= B. L. Burtt =

English botanist and taxonomist

Bill Burtt with Streptocarpus grandis leaf in the Nkandla Forest, South Africa

Brian Laurence "Bill" Burtt FRSE FLS (27 August 1913 – 30 May 2008), was an English botanist and taxonomist who is noted for his contributions to the family Gesneriaceae. In a career that spanned 74 years, he worked first at the Royal Botanic Gardens, Kew, and then at the Royal Botanic Garden Edinburgh (RBGE). He made numerous field trips to South Africa and Sarawak and described a total of 637 new plant species. Burtt is denoted by the author abbreviation B.L.Burtt when citing a botanical name.

==Education and career==
Brian Laurence Burtt, known to colleagues as Bill, was born 27 August 1913 in Claygate, Surrey, to Mabel Johnston and Laurence Buckley Burtt. He was educated at Dulwich College, excelling in Latin. After Dulwich he was employed at Kew as herbarium assistant to Arthur William Hill, the Director. Here he learnt to work with dried plant material from all over the world, painstakingly dissecting and classifying. Burtt wrote his first paper in 1932 with the assistance of John Hutchinson, the authority on South African plants. This was the first of 384 papers, the final being published in 2006.

Another of his papers appeared in 1935 and was co-authored by the Director, Arthur William Hill, dealing with two genera from New Zealand, Tasmania and Australia, Gaultheria and Pernettya. He took night classes in botany at Chelsea Polytechnic, and was awarded an external Bachelor of Science in Biology from the University of London in 1936.

No work had been done at RBGE on Zingiberaceae until the 1960s when Burtt and Paddy Woods went on a collecting trip to Sarawak. By the 1980s RBGE led the world in their extensive living collection of Zingiberaceae from Malaysia and Borneo, only being rivalled in recent years by that of the Smithsonian Institution.

In 1962 Burtt left Edinburgh on the first of five strenuous collecting trips to Sarawak. He made the first of 19 visits to South Africa in 1964, to collect and study Streptocarpus. Here he made the acquaintance of fellow botanist Olive Hilliard of Natal University, and started a collaboration which would last some 44 years.

Their botanical collaboration was extraordinarily prolific, resulting in numerous papers and three books, Streptocarpus: an African Plant Study (1971), The Botany of the Southern Natal Drakensberg (1987), and Dierama: The Hairbells of Africa (1991). They revised the taxonomy of the twinspur, Diascia, a South African member of the Scrophulariaceae. The diascias with which they returned to Scotland were noticed by the nurseryman Hector Harrison, who raised cultivars from this original stock and turned the plant in the space of ten years into one of the most popular subjects for gardeners throughout Britain.

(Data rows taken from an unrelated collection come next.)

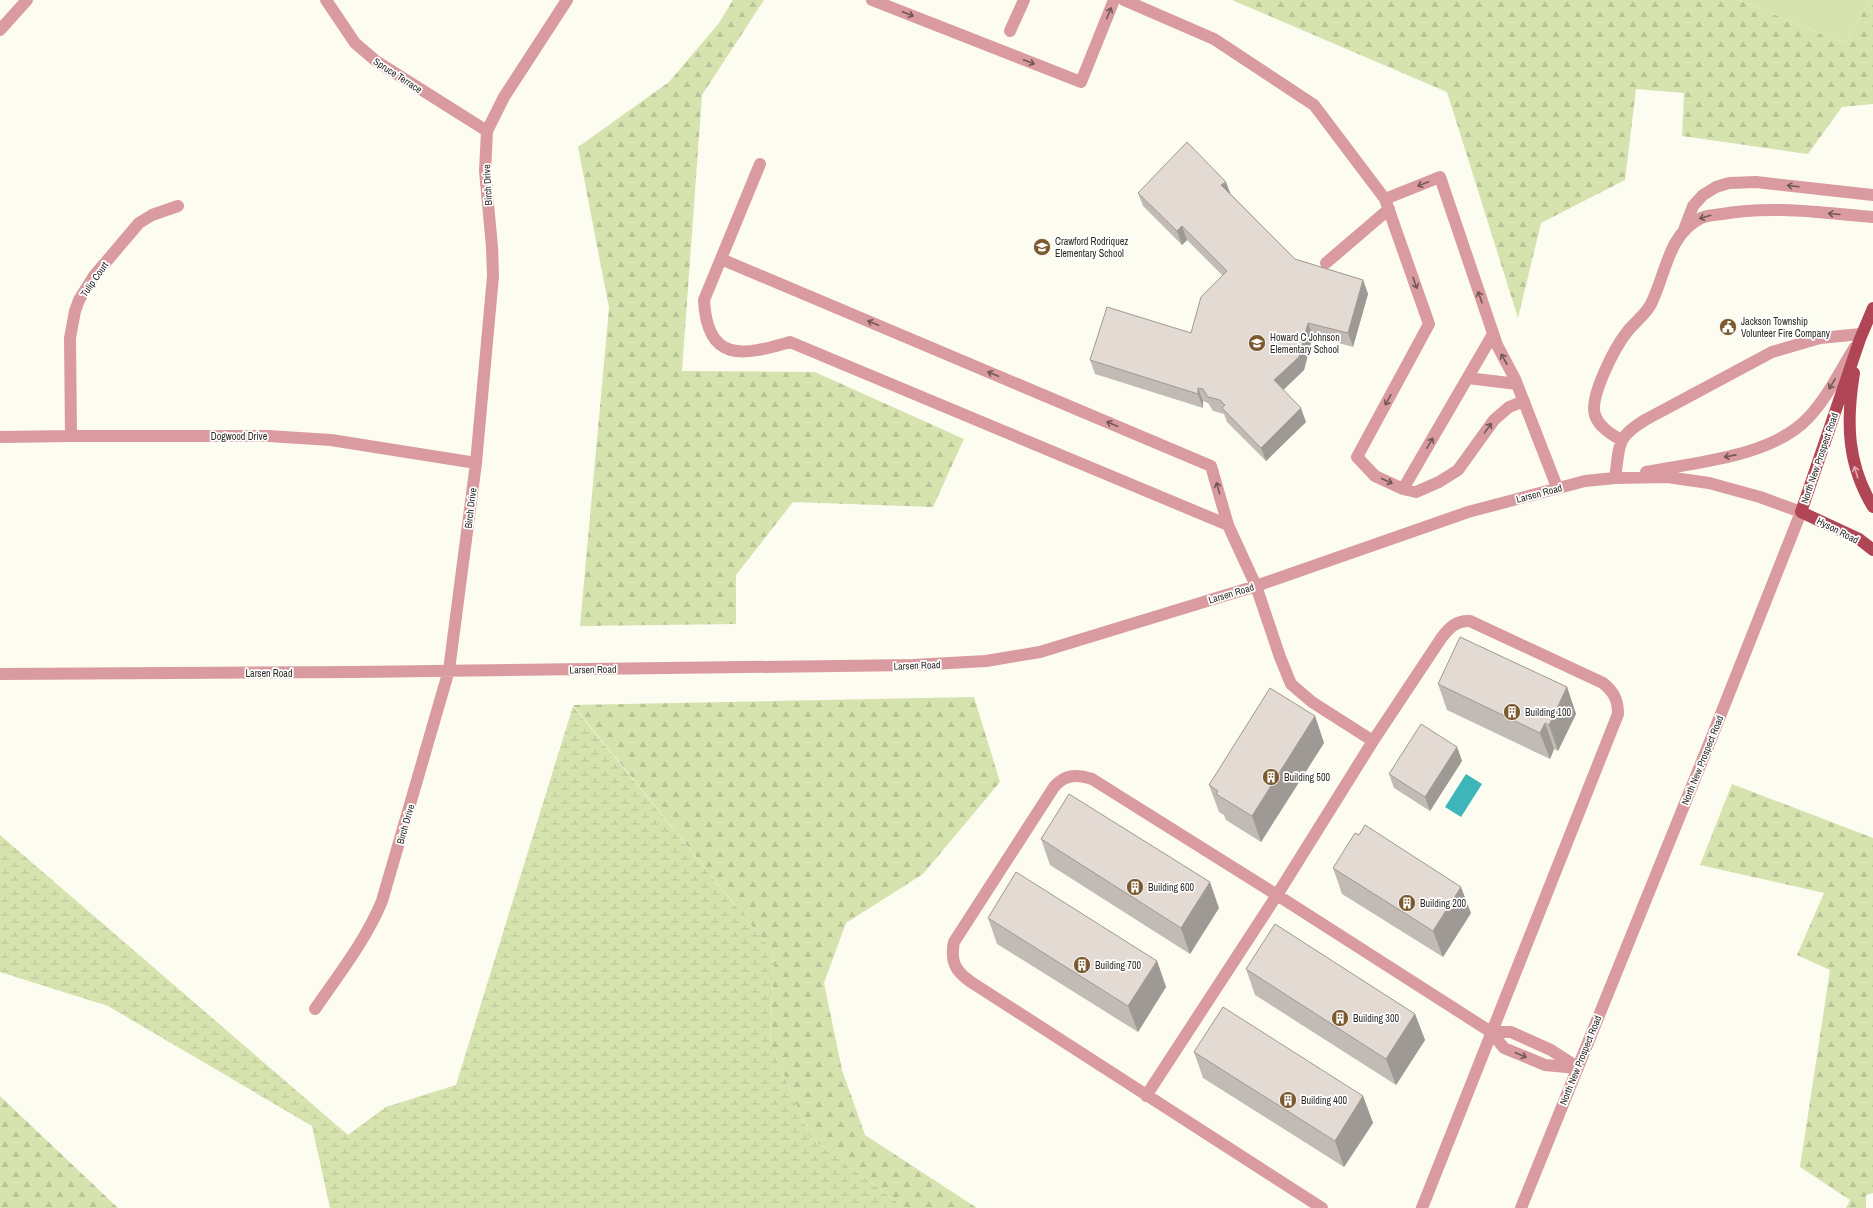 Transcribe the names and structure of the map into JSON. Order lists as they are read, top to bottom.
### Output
{
  "streets": {
    "main road": ["North New Prospect Road", "Hyson Road"],
    "street": [
      "Spruce Terrace",
      "Birch Drive",
      "Tulip Court",
      "Dogwood Drive",
      "Larsen Road"
    ]
  },
  "crossings": [
    ["Spruce Terrace", "Birch Drive"],
    ["Birch Drive", "Dogwood Drive"],
    ["Birch Drive", "Larsen Road"],
    ["Tulip Court", "Dogwood Drive"],
    ["North New Prospect Road", "Larsen Road"],
    ["North New Prospect Road", "Hyson Road"],
    ["Larsen Road", "Hyson Road"]
  ],
  "places": {
    "school or university": ["Crawford Rodriquez Elementary School", "Howard C Johnson Elementary School"],
    "public building": ["Jackson Township Volunteer Fire Company"],
    "building": [
      "Building 100",
      "Building 500",
      "Building 600",
      "Building 200",
      "Building 700",
      "Building 300",
      "Building 400"
    ]
  }
}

Through Burtt's work, Edinburgh became an important research centre for Gesneriaceae, and led to the popularity in Britain of African violet and Streptocarpus as window-sill plants. Another favoured family were the Zingiberaceae, among which are ginger, turmeric, cardamom and some species of medicinal interest.

===Honours and awards===
In 2003 the Edinburgh Journal of Botany published a festschrift for his 90th birthday, including numerous contributions from friends and colleagues scattered throughout the world. An attractive tree-dwelling Aeschynanthus from Sulawesi, Aeschynanthus burttii Mendum was named in his honour.

Burtt was a fellow of the Royal Society of Edinburgh and the Linnean Society of London, and a holder of the Veitch Memorial Medal of the Royal Horticultural Society, the Linnean Society of London's Medal for Botany and the Gesneriad Society’s Award of Appreciation.

===Personal===
Burtt was married to Joyce Daughtry in 1942 with whom he had two sons. They separated in the 1960s, and after a long relationship with Olive Hilliard, Burtt married her in 2006. He died 30 May 2008 at Loanhead, Midlothian, Scotland.